Every line below that holds the string "paint" should be copied out.

Stored data entries:
= = = = = = =
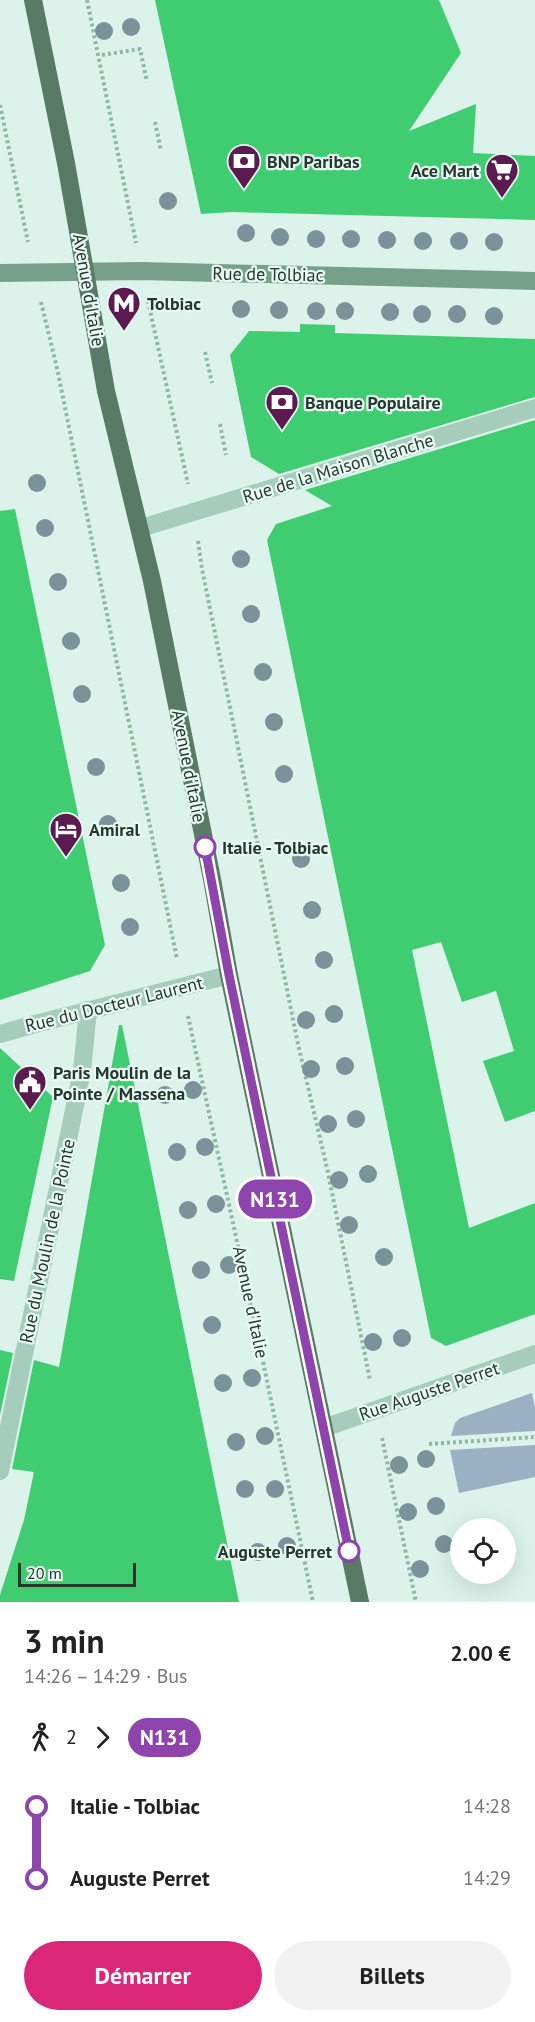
<!DOCTYPE html>
<html lang="fr">
<meta charset="utf-8">
<style>
body{margin:0;font-family:"PT Sans",sans-serif;background:#f2f2f2;color:#222;height:100vh;display:flex;flex-direction:column;font-size:22px;white-space:nowrap}
*{box-sizing:border-box;margin:0}
p{font-size:20px;color:#767676}
.icon{flex:none;width:33px;height:33px;fill:none;stroke:currentColor;stroke-width:2;stroke-linecap:round;stroke-linejoin:round}
.map{position:relative;height:1602px;overflow:hidden}
.panel{display:flex;flex-direction:column;background:#fff;flex:1}
.panel>*{flex:none}
.badge{padding:0 12px;border-radius:20px;font-size:21px;line-height:39px}
.controls{position:absolute;left:450px;top:1518px;display:grid;gap:12px}
.controls a{display:grid;place-items:center;width:66px;height:66px;border-radius:50%;background:#fff;box-shadow:0 6px 24px #0002;font-size:30px}
.scale{position:absolute;left:18px;bottom:15px;width:118px;box-sizing:border-box;padding-left:6px;border:3px solid #27372e;border-top:0;font-size:16px;line-height:21px;white-space:nowrap;color:#27372e;-webkit-text-stroke:4px #e8faf4;paint-order:stroke}
.map>.badge{position:absolute;translate:-50% -50%;box-shadow:0 0 0 3px #fff}
.legs{display:flex;align-items:center;gap:9px;height:66px;padding:0 24px;font-size:20px}
.legs p{margin-inline-start:auto}
.summary{display:flex;align-items:center;justify-content:space-between;height:102px;padding:0 24px}
h1{font-size:33px;font-weight:600;line-height:45px}
.action{display:flex;gap:12px;margin-top:auto;padding:12px 24px}
.action a{flex:1;height:69px;border-radius:36px;background:#db2777;color:#fff;font-size:24px;font-weight:600;line-height:69px;text-align:center}
.action a+a{background:#f2f2f2;color:#222}
ul{padding:0 24px;list-style:none}
li{display:flex;align-items:center;gap:21px;height:72px;font-size:22px}
li i{display:grid;place-items:center;width:9px;height:100%;margin:0 8px;background:currentColor}
li i::after{content:'';width:15px;height:15px;margin:-8px;border:4px solid;border-radius:50%;background:#fff}
li p{margin-inline-start:auto}
li:first-child i{background:linear-gradient(#0000 50%,currentColor 0)}
li:last-child i{background:linear-gradient(currentColor 50%,#0000 0)}
.map>svg:first-child{display:block}
.green{fill:#9ab1c3}
.building{fill:#40cc70}
.lines{fill:none;stroke-linecap:round;stroke-linejoin:round}
.path{stroke:#90b8a5;stroke-width:4;stroke-dasharray:3 3;stroke-linecap:butt}
.street{stroke:#a6ccbb;stroke-width:18}
.secondary{stroke:#77a08a;stroke-width:18}
.primary{stroke:#587a67;stroke-width:18}
.tree{fill:#7a9299}
.line-1-casing{stroke:#fff;stroke-width:14}
.line-1{stroke:#8e44ad;stroke-width:9}
.stop-1-dot{fill:#fff;stroke:#8e44ad;stroke-width:3}
.labels{text-anchor:middle;dominant-baseline:central;stroke-width:4.5;stroke-linejoin:round;paint-order:stroke}
.poi-label{font-size:18px;font-weight:bold;fill:#27372e;stroke:#e8faf4;text-anchor:start}
.street-label{font-size:18px;fill:#27372e;stroke:#e8faf4}
.stop-label{font-size:18px;font-weight:bold;fill:#27372e;stroke:#e8faf4;text-anchor:start}
</style>
<div class="map">
<svg width="535" height="1602" viewBox="0 0 535 1602">
<rect width="100%" height="100%" fill="#dbf3ea"/>
<path class="green" d="M 532,1393 L 535,1408 L 535,1431 L 451,1436 L 455,1423 L 460,1418 Z
M 535,1445 L 535,1477 L 459,1493 L 450,1450 Z"/>
<path class="building" d="M 155,0 L 439,0 L 461,53 L 409,131 L 476,104 L 473,153 L 535,156 L 535,220 L 232,212 L 201,214 Z
M 300,324 L 335,325 L 335,333 L 535,339 L 535,397 L 279,474 L 251,457 L 230,355 L 249,331 L 300,332 Z
M 535,420 L 535,1111 L 505,1122 L 483,1061 L 514,1051 L 496,991 L 462,1002 L 441,942 L 412,950 L 469,1228 L 535,1203 L 535,1314 L 446,1346 L 431,1338 L 267,540 L 276,524 L 332,506 L 305,490 Z
M 15,509 L 105,945 L 90,971 L 0,1000 L 0,511 Z
M 119,1025 L 122,1025 L 239,1602 L 0,1602 L 0,1595 L 24,1520 L 34,1472 L 12,1469 L 34,1360 L 59,1367 Z
M 0,1048 L 53,1097 L 14,1281 L 0,1279 Z
M 0,1350 L 13,1353 L 0,1415 Z"/>
<g class="lines">
<path class="path" d="M 87,0 L 136,243
M 102,55 L 140,49 L 147,82
M 0,105 L 28,242
M 155,122 L 161,151
M 148,301 L 188,484
M 41,302 L 57,368 L 177,959
M 205,352 L 212,383
M 220,424 L 226,455
M 198,541 L 202,569 L 298,1044 L 327,1168 L 370,1380
M 188,1016 L 261,1352 L 313,1602
M 382,1438 L 416,1602
M 429,1444 L 535,1437"/>
<path class="street" d="M 141,528 L 535,408
M 0,1034 L 35,1024 L 229,975
M 324,1428 L 535,1354
M 0,1471 L 82,1071 L 88,1010"/>
<path class="secondary" d="M 0,273 L 141,271 L 535,281"/>
<path class="primary" d="M 33,0 L 66,163 L 106,391 L 152,581 L 212,879 L 229,975 L 360,1602"/>
</g>
<g class="tree">
<circle cx="131" cy="27" r="9"/>
<circle cx="104" cy="31" r="9"/>
<circle cx="168" cy="201" r="9"/>
<circle cx="246" cy="233" r="9"/>
<circle cx="280" cy="237" r="9"/>
<circle cx="316" cy="239" r="9"/>
<circle cx="351" cy="239" r="9"/>
<circle cx="387" cy="240" r="9"/>
<circle cx="423" cy="241" r="9"/>
<circle cx="459" cy="241" r="9"/>
<circle cx="494" cy="242" r="9"/>
<circle cx="241" cy="309" r="9"/>
<circle cx="279" cy="310" r="9"/>
<circle cx="316" cy="311" r="9"/>
<circle cx="345" cy="311" r="9"/>
<circle cx="390" cy="312" r="9"/>
<circle cx="422" cy="314" r="9"/>
<circle cx="457" cy="314" r="9"/>
<circle cx="494" cy="316" r="9"/>
<circle cx="37" cy="483" r="9"/>
<circle cx="45" cy="528" r="9"/>
<circle cx="241" cy="559" r="9"/>
<circle cx="58" cy="582" r="9"/>
<circle cx="251" cy="614" r="9"/>
<circle cx="71" cy="641" r="9"/>
<circle cx="263" cy="672" r="9"/>
<circle cx="82" cy="694" r="9"/>
<circle cx="274" cy="722" r="9"/>
<circle cx="96" cy="767" r="9"/>
<circle cx="284" cy="774" r="9"/>
<circle cx="108" cy="824" r="9"/>
<circle cx="301" cy="859" r="9"/>
<circle cx="121" cy="883" r="9"/>
<circle cx="312" cy="910" r="9"/>
<circle cx="130" cy="927" r="9"/>
<circle cx="324" cy="960" r="9"/>
<circle cx="334" cy="1014" r="9"/>
<circle cx="306" cy="1020" r="9"/>
<circle cx="345" cy="1066" r="9"/>
<circle cx="311" cy="1069" r="9"/>
<circle cx="193" cy="1090" r="9"/>
<circle cx="165" cy="1095" r="9"/>
<circle cx="356" cy="1119" r="9"/>
<circle cx="328" cy="1124" r="9"/>
<circle cx="205" cy="1147" r="9"/>
<circle cx="177" cy="1152" r="9"/>
<circle cx="368" cy="1174" r="9"/>
<circle cx="339" cy="1180" r="9"/>
<circle cx="216" cy="1204" r="9"/>
<circle cx="188" cy="1210" r="9"/>
<circle cx="349" cy="1225" r="9"/>
<circle cx="384" cy="1257" r="9"/>
<circle cx="229" cy="1265" r="9"/>
<circle cx="201" cy="1270" r="9"/>
<circle cx="212" cy="1325" r="9"/>
<circle cx="402" cy="1338" r="9"/>
<circle cx="373" cy="1342" r="9"/>
<circle cx="252" cy="1378" r="9"/>
<circle cx="223" cy="1383" r="9"/>
<circle cx="265" cy="1436" r="9"/>
<circle cx="236" cy="1442" r="9"/>
<circle cx="426" cy="1459" r="9"/>
<circle cx="399" cy="1465" r="9"/>
<circle cx="245" cy="1489" r="9"/>
<circle cx="275" cy="1489" r="9"/>
<circle cx="436" cy="1506" r="9"/>
<circle cx="408" cy="1512" r="9"/>
<circle cx="444" cy="1544" r="9"/>
<circle cx="287" cy="1546" r="9"/>
<circle cx="258" cy="1552" r="9"/>
<circle cx="420" cy="1569" r="9"/>
</g>
<g class="lines">
<g class="line-1-casing">
<path id="line-1" d="M 205,847 L 229,975 L 349,1551"/>
</g>
<use href="#line-1" class="line-1"/>
</g>
<defs>
<g id="bank-pin" transform="scale(1.725)"><path d="M0 17L-7.5 6A9.5 9.5 0 1 1 7.5 6Z" fill="#5b1b50" stroke="#e8faf4"/><path d="M-6-4H6V4H-6ZM0-2.3a2.3 2.3 0 1 0 0 4.6a2.3 2.3 0 1 0 0-4.6Z" fill="#fff"/></g>
<g id="supermarket-pin" transform="scale(1.725)"><path d="M0 17L-7.5 6A9.5 9.5 0 1 1 7.5 6Z" fill="#5b1b50" stroke="#e8faf4"/><path d="M-6-5.5h2.5l.6 2H6L4.5 2H-2.5L-4.4-4H-6ZM-1.5 3.2a1.3 1.3 0 1 0 .1 0ZM3 3.2a1.3 1.3 0 1 0 .1 0Z" fill="#fff"/></g>
<g id="metro-pin" transform="scale(1.725)"><path d="M0 17L-7.5 6A9.5 9.5 0 1 1 7.5 6Z" fill="#5b1b50" stroke="#e8faf4"/><path d="M-5.5 5V-5H-3L0 0L3-5H5.5V5H3V-.5L0 4L-3-.5V5Z" fill="#fff"/></g>
<g id="hotel-pin" transform="scale(1.725)"><path d="M0 17L-7.5 6A9.5 9.5 0 1 1 7.5 6Z" fill="#5b1b50" stroke="#e8faf4"/><path d="M-6-4.5h1.5V1H6V5H4.5V3h-9V5H-6ZM-4 0a1.8 1.8 0 1 1 3.6 0ZM.5 0V-2.5h3Q6-2.5 6 0Z" fill="#fff"/></g>
<g id="civic-pin" transform="scale(1.725)"><path d="M0 17L-7.5 6A9.5 9.5 0 1 1 7.5 6Z" fill="#5b1b50" stroke="#e8faf4"/><path d="M-.6-6.5H3V-4.5H.6V-3L4-1V1h2V6H-6V1h2V-1L-.6-3ZM-1.2 2.5V6h2.4V2.5Z" fill="#fff"/></g>
</defs>
<g fill-rule="evenodd">
<use href="#bank-pin" x="244" y="161"/>
<use href="#supermarket-pin" x="502" y="170"/>
<use href="#metro-pin" x="124" y="303"/>
<use href="#bank-pin" x="282" y="402"/>
<use href="#hotel-pin" x="66" y="829"/>
<use href="#civic-pin" x="30" y="1082"/>
</g>
<g class="stop-1-dot">
<circle cx="205" cy="847" r="10"/>
<circle cx="349" cy="1551" r="10"/>
</g>
<g class="labels">
<g class="poi-label">
<text x="267" y="161">BNP Paribas</text>
<text x="479" y="170" text-anchor="end">Ace Mart</text>
<text x="147" y="303">Tolbiac</text>
<text x="305" y="402">Banque Populaire</text>
<text x="89" y="829">Amiral</text>
<text x="53" y="1072">Paris Moulin de la<tspan x="53" dy="21">Pointe / Massena</tspan></text>
</g>
<g class="street-label">
<text transform="translate(268 274) rotate(1)">Rue de Tolbiac</text>
<text transform="translate(89 290) rotate(80)">Avenue d'Italie</text>
<text transform="translate(338 468) rotate(-17)">Rue de la Maison Blanche</text>
<text transform="translate(189 766) rotate(79)">Avenue d'Italie</text>
<text transform="translate(114 1004) rotate(-14)">Rue du Docteur Laurent</text>
<text transform="translate(47 1241) rotate(-78)">Rue du Moulin de la Pointe</text>
<text transform="translate(251 1302) rotate(78)">Avenue d'Italie</text>
<text transform="translate(429 1391) rotate(-19)">Rue Auguste Perret</text>
</g>
<g class="stop-label">
<text x="222" y="847">Italie - Tolbiac</text>
<text x="332" y="1551" text-anchor="end">Auguste Perret</text>
</g>
</g>
</svg>
<div class="controls">
<a><svg class="icon" aria-label="locate" viewBox="0 0 24 24"><circle cx="12" cy="12" r="6"/><path d="M12 2v4M12 18v4M2 12h4M18 12h4"/></svg></a>
</div>
<div class="scale">20 m</div>
<b class="badge" style="left:275px;top:1199px;background:#8e44ad;color:#fff">N131</b>
</div>
<section class="panel">
<div class="summary"><div><h1>3 min</h1><p>14:26 – 14:29 · Bus</p></div><b>2.00 €</b></div>
<div class="legs"><svg class="icon" aria-label="walk" viewBox="0 0 24 24"><circle cx="13" cy="4" r="2"/><path d="M13 8l-2 6 4 7M11 14l-3 7M7 12l3-4h3l4 4"/></svg>2<svg class="icon" aria-label="forward" viewBox="0 0 24 24"><path d="M9 5l7 7-7 7"/></svg><b class="badge" style="background:#8e44ad;color:#fff">N131</b></div>
<ul>
<li><i style="color:#8e44ad"></i><b>Italie - Tolbiac</b><p>14:28</p></li>
<li><i style="color:#8e44ad"></i><b>Auguste Perret</b><p>14:29</p></li>
</ul>
<div class="action"><a>Démarrer</a><a>Billets</a></div>
</section>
= = = = = = =
* **Output for this task**:
.scale{position:absolute;left:18px;bottom:15px;width:118px;box-sizing:border-box;padding-left:6px;border:3px solid #27372e;border-top:0;font-size:16px;line-height:21px;white-space:nowrap;color:#27372e;-webkit-text-stroke:4px #e8faf4;paint-order:stroke}
.labels{text-anchor:middle;dominant-baseline:central;stroke-width:4.5;stroke-linejoin:round;paint-order:stroke}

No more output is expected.